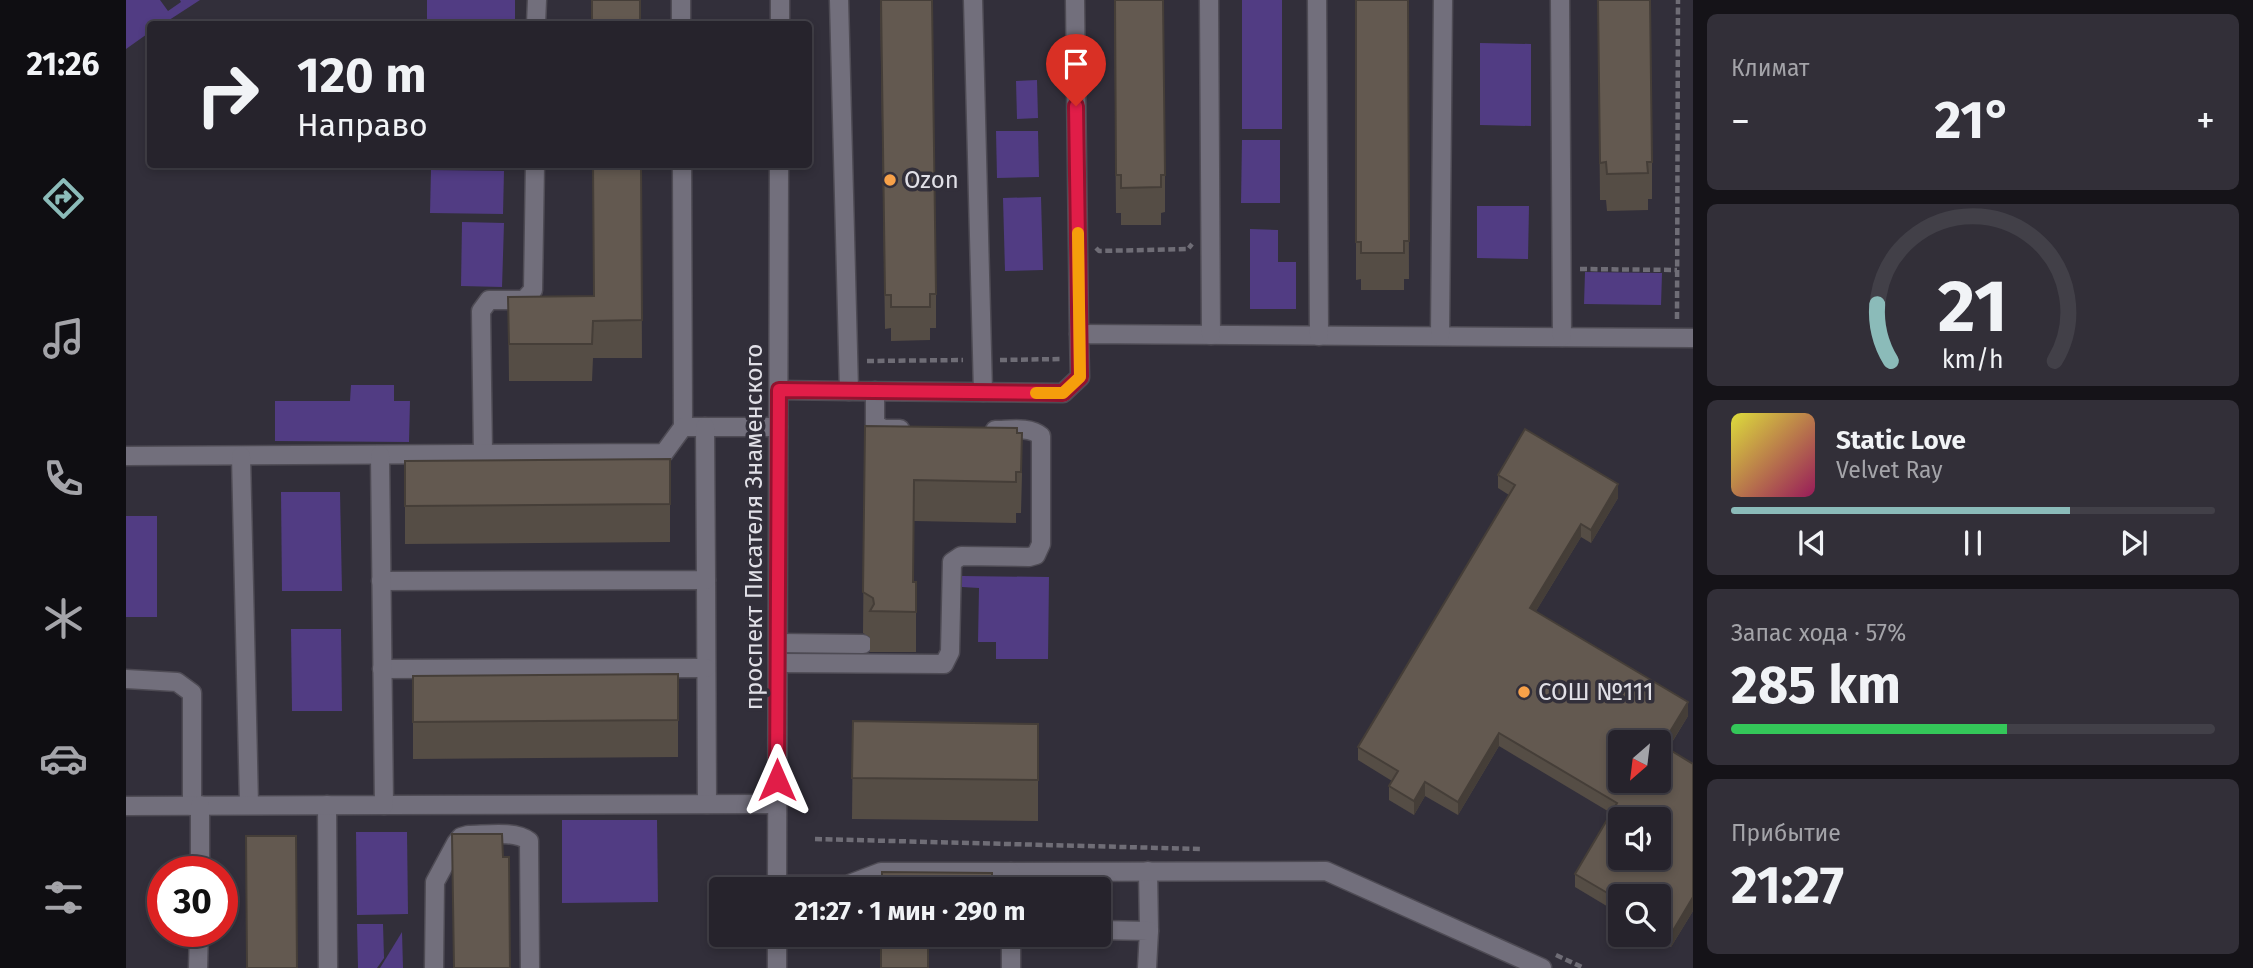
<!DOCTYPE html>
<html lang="ru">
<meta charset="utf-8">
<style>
body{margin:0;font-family:"Fira Sans",sans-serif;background:#322f38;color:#f1f3f6;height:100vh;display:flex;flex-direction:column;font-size:26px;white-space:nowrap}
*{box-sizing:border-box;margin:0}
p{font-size:23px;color:#a4a4a9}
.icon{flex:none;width:38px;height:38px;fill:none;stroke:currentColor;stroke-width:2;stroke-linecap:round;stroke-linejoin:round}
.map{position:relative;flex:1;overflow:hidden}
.panel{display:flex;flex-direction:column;gap:14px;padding:14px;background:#151318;width:560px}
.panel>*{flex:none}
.guide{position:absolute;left:21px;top:21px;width:665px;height:147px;border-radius:7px;box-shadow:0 4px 10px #0003,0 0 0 2px #424048;background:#26232c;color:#f1f3f6;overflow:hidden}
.needle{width:46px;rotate:208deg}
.tools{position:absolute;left:1482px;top:730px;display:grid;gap:14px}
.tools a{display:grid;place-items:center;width:63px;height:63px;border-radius:7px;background:#26232c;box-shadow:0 4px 10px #0003,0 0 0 2px #424048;font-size:35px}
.speed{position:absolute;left:21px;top:856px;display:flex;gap:14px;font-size:35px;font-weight:700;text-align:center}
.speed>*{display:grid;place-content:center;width:91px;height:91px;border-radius:50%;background:#26232c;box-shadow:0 4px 10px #0003,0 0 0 2px #424048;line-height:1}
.speed .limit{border:10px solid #d22;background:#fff;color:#111}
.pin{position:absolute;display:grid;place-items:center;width:60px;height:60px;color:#fff;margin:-72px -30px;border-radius:50% 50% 50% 0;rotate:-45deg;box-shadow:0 0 7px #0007}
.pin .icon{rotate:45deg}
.me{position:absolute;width:77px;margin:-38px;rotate:0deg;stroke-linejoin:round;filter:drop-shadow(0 0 5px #0008)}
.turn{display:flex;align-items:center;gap:24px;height:147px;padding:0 35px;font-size:32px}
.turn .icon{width:91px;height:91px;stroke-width:2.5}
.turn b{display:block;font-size:49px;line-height:60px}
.big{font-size:52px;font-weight:700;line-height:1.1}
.panel .widget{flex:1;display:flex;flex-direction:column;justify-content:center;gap:10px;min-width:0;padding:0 24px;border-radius:10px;background:#322f38}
.panel .dial{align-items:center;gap:0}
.dial svg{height:182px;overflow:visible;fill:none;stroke:#424048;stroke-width:7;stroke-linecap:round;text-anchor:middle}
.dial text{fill:#f1f3f6;stroke:none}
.song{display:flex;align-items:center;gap:21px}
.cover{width:84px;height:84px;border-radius:10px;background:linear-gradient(135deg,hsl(60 70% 55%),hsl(330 70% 35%))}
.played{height:7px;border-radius:4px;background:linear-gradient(90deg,#8bbbb9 70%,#424048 70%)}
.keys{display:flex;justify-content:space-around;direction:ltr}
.heat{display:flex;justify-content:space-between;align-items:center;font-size:38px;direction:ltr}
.charge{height:10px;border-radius:5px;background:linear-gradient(90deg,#34c759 57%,#424048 0)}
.trip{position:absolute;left:583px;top:877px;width:402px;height:70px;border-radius:7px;background:#26232c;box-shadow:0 4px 10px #0003,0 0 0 2px #424048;font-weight:700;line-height:70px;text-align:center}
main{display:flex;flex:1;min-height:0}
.tabs{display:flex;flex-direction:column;width:126px;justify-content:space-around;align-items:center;background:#0f0e12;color:#a4a4a9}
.tabs .icon{width:49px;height:49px}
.tabs .selected{color:#8bbbb9}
.tabs b{font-size:32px;color:#f1f3f6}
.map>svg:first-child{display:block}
.green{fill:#513c83}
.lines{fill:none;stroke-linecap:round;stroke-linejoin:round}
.minor-casing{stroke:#4e4b54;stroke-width:21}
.path{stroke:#6f6d76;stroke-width:4.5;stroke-dasharray:7 3.5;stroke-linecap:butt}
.minor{stroke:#726f7c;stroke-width:18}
.wall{fill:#554d45}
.shaded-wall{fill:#453e38}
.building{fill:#635950;stroke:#453e38;stroke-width:2;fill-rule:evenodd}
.route-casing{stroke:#92132f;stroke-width:18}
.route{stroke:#e11d48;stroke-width:12}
.slow{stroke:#f59e0b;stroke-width:12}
.poi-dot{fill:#f7a149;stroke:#322f3a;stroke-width:2.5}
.labels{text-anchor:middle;stroke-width:7;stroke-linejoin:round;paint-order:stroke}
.poi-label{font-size:24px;fill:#e1e0e7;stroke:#322f3a;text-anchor:start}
.street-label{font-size:24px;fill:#e1e0e7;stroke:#322f3a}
</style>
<main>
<nav class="tabs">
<b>21:26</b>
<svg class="icon selected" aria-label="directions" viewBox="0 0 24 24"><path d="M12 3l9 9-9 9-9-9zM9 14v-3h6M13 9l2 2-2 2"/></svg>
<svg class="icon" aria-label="music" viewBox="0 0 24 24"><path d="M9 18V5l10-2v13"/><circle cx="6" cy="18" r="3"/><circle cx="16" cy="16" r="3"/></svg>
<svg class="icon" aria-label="phone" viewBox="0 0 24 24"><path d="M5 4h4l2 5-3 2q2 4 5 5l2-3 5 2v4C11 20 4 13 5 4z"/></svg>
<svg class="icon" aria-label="climate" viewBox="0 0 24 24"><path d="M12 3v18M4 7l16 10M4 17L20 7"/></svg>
<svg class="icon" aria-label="car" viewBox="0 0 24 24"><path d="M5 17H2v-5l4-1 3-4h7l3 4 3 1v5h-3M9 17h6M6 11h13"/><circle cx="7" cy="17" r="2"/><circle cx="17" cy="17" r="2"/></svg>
<svg class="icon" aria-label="filters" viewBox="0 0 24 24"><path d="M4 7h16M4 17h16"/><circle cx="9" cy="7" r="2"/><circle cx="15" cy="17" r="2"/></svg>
</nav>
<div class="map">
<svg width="1567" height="968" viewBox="0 0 1567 968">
<rect width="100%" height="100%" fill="#322f3a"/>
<!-- green -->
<g class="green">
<path d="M0 0H34L42 11 55 2 54 0H74L37 24H24V32L0 49Z"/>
<rect x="301" y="0" width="88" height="24"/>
<rect x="1116" y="0" width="40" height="129"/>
<path d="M1354 43 1405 44V126L1354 125Z"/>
<path d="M911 80 912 118 891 119 890 81Z"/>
<path d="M870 131H912L913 177 871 178Z"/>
<path d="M1116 140H1154V203H1115Z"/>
<path d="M305 170 378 171 377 214 304 213Z"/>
<path d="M915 197 917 270 879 271 877 198Z"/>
<path d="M1351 206H1403L1402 259 1351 258Z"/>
<path d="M336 222 378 223 376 287 335 286Z"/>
<path d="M1124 229 1152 230V262H1170V309H1124Z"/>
<path d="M1459 272 1536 273 1535 305 1458 304Z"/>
<path d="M225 385H268V401H284L283 442 149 441V401H224Z"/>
<path d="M155 492H214L216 591H156Z"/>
<rect x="0" y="516" width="31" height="101"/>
<path d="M836 576 923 577 922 659H870V642H852L853 588 836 587Z"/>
<path d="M165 629H215L216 711H166Z"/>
<path d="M436 820H531L532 902 436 903Z"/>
<path d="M230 832H281L282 914 231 915Z"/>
<path d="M231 924H257L258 958 251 968H232Z"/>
<path d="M276 932 277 968H254Z"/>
</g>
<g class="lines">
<!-- minor casing -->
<g class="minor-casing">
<g id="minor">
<path d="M555 0V24"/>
<path d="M713 0 723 391 937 393 954 377 953 334 1567 338"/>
<path d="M847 0 857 392"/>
<path d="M949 0 953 334"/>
<path d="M1083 0 1085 335"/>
<path d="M1191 0 1193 336"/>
<path d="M1434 0 1436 337"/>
<path d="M410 24 411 0"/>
<path d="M654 24V0"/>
<path d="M556 164 557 427"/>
<path d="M1314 336 1317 0"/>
<path d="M653 390 723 391"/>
<path d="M749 391V424L758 429H774"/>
<path d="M357 454 355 311 363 300H398L407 290 409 164"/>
<path d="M0 456 538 453 557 427H652"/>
<path d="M115 456 123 805"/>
<path d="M580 580 581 804"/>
<path d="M255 581 580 580 579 427"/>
<path d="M652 643 737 644"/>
<path d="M652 663 818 664 824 652 826 562 835 556 903 557 910 555 915 544V436C904 426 883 430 869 430"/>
<path d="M256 669 580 668"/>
<path d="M0 679 51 682 66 693V806"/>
<path d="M201 805 202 968"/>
<path d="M258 805 651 804"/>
<path d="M0 806 258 805 254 455"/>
<path d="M1022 871 1023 931"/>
<path d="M74 872V805"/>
<path d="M885 872 1200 871 1416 968"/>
<path d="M651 885H721L755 872H885V889"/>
<path d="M651 889 653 164"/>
<path d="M973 930 1023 931 1021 968"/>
<path d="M72 968 73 931"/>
<path d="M308 968 309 882 330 843 335 837 342 835C359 835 389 830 403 841L404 968"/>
<path d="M651 968V934"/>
<path d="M885 968V934"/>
</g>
</g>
<!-- path -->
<g class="path">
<path d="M970 248 973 251 1062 249 1066 244"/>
<path d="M1454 269 1551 270"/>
<path d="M1551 319 1552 0"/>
<path d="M874 360 935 359"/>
<path d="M741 361 837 360"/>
<path d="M689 839 1075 849"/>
<path d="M1430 955 1458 968"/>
</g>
<!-- minor -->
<use href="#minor" class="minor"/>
</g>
<!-- wall -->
<g class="wall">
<path d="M754 0 810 294V328H804V340L765 341V328L759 329Z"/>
<path d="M988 0 1039 175V212L1035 213V225H995V213H990Z"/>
<path d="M1230 0H1282L1283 279H1278V290H1235V279L1230 280Z"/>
<path d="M1472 0 1526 162V199H1522V210L1481 211 1480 200H1474Z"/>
<path d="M515 164 516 358H467L466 381H383L382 297 468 296Z"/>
<path d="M739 426 891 433 896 474 895 513H890V523L788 521V582H790V652H744V637L737 633Z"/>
<path d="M544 459V542L279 544V461Z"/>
<path d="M1372 475 1492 498 1465 543 1455 537 1410 611 1562 716 1542 749 1567 764V911L1545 947 1523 934H1533V896H1494V934H1503L1499 938 1481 927V914L1484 908 1449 887V874L1485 813 1373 746 1332 815 1299 796 1288 815 1263 800V786L1266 781 1232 760V747L1383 495 1372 488Z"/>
<path d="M552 674V757L287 759V676Z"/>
<path d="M727 721 912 724V821L726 819Z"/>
<path d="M755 934H866L865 946 802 945Z"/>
</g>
<!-- shaded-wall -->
<g class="shaded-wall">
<path d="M1492 484V498L1465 543V530Z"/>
<path d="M1455 524V537L1404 621V608Z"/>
<path d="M1562 702V716L1536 758V745Z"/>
<path d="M1373 733V746L1332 815V802Z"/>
<path d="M1299 782V796L1288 815V801Z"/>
<path d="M1567 897V911L1545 947V934Z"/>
</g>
<!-- building -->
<g class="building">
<rect x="466" y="0" width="48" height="24"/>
<path d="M755 0H806L810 294H804V307H765V295H759Z"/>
<path d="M989 0H1037L1039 175H1035V187L995 188V175H990Z"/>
<path d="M1230 0H1282L1283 241H1278V253H1235V242H1230Z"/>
<path d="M1472 0H1524L1526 162H1521L1522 173 1481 174 1480 162 1474 163Z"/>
<path d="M467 164H515L516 320 467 321 466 344H383L382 297 468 296Z"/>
<path d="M739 426 891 428V433H896L895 472H890V482L788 480 787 582H790V612L744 611 748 604 747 598 737 592Z"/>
<path d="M1399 429 1492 484 1465 530 1455 524 1404 608 1562 702 1536 745 1567 764V897L1545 934 1533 927V896H1494V922L1481 914 1490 898 1449 874 1491 803 1373 733 1332 802 1299 782 1288 801 1263 786 1272 771 1232 747 1389 485 1372 475ZM1494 742H1533V780H1494ZM1494 819H1533V858H1494Z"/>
<path d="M544 459V504L279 506V461Z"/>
<path d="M552 674V720L287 722V676Z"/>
<path d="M727 721 912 724V780L726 778Z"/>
<path d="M326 834H376L377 857H383L384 968H328Z"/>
<path d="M120 836H170L171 968H121Z"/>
<path d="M756 872 866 873V889H756Z"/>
<rect x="755" y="934" width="47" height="34"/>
</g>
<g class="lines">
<!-- route casing -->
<g class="route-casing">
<path id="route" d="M651 780 653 390 937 393 954 377 950 106"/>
</g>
<!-- route -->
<use href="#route" class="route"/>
<!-- slow -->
<path class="slow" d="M910 393H937L954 377 952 233"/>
</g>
<!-- markers -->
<g class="poi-dot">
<circle cx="764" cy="180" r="7"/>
<circle cx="1398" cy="692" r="7"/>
</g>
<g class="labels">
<!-- poi labels -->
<g class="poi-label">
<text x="778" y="188">Ozon</text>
<text x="1412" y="700">СОШ №111</text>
</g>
<!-- street labels -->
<g class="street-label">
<text transform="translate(628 527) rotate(-90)" y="8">проспект Писателя Знаменского</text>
</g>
</g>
</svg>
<div class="tools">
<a><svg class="needle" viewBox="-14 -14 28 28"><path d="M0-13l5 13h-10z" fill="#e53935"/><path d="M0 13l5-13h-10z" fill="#a4a4a9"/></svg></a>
<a><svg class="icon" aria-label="sound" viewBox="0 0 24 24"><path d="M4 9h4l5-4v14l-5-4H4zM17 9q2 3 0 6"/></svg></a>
<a><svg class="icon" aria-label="search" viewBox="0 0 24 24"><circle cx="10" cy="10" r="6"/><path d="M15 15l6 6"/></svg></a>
</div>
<div class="speed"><div class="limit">30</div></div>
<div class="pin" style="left:950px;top:106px;background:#d93025"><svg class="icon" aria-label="arrive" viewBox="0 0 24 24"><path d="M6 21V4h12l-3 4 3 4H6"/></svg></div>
<svg class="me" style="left:651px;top:780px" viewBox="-20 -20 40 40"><path d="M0-17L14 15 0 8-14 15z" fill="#e11d48" stroke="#fff" stroke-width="4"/></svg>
<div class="trip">21:27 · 1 мин · 290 m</div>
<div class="guide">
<div class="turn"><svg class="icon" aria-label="right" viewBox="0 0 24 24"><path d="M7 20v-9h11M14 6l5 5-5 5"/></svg><div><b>120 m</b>Направо</div></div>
</div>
</div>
<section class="panel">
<div class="widget"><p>Климат</p>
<div class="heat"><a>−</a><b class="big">21°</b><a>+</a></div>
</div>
<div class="widget dial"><svg viewBox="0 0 100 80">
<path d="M14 69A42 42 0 1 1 86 69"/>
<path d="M14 69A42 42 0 0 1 8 44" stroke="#8bbbb9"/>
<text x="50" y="56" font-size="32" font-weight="700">21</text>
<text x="50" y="72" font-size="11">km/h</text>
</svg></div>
<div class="widget">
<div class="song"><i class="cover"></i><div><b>Static Love</b><p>Velvet Ray</p></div></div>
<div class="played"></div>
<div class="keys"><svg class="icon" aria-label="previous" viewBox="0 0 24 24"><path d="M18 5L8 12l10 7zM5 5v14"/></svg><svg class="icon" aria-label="pause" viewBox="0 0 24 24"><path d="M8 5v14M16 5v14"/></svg><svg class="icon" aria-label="next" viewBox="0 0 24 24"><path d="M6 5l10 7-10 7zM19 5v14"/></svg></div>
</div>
<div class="widget"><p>Запас хода · 57%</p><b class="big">285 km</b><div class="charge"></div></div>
<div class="widget"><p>Прибытие</p><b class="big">21:27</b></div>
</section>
</main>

■ **Task directions**
Across all of the material above, how many lines contain the word "hidden"? Only the number should be given.

■ **Task output**
2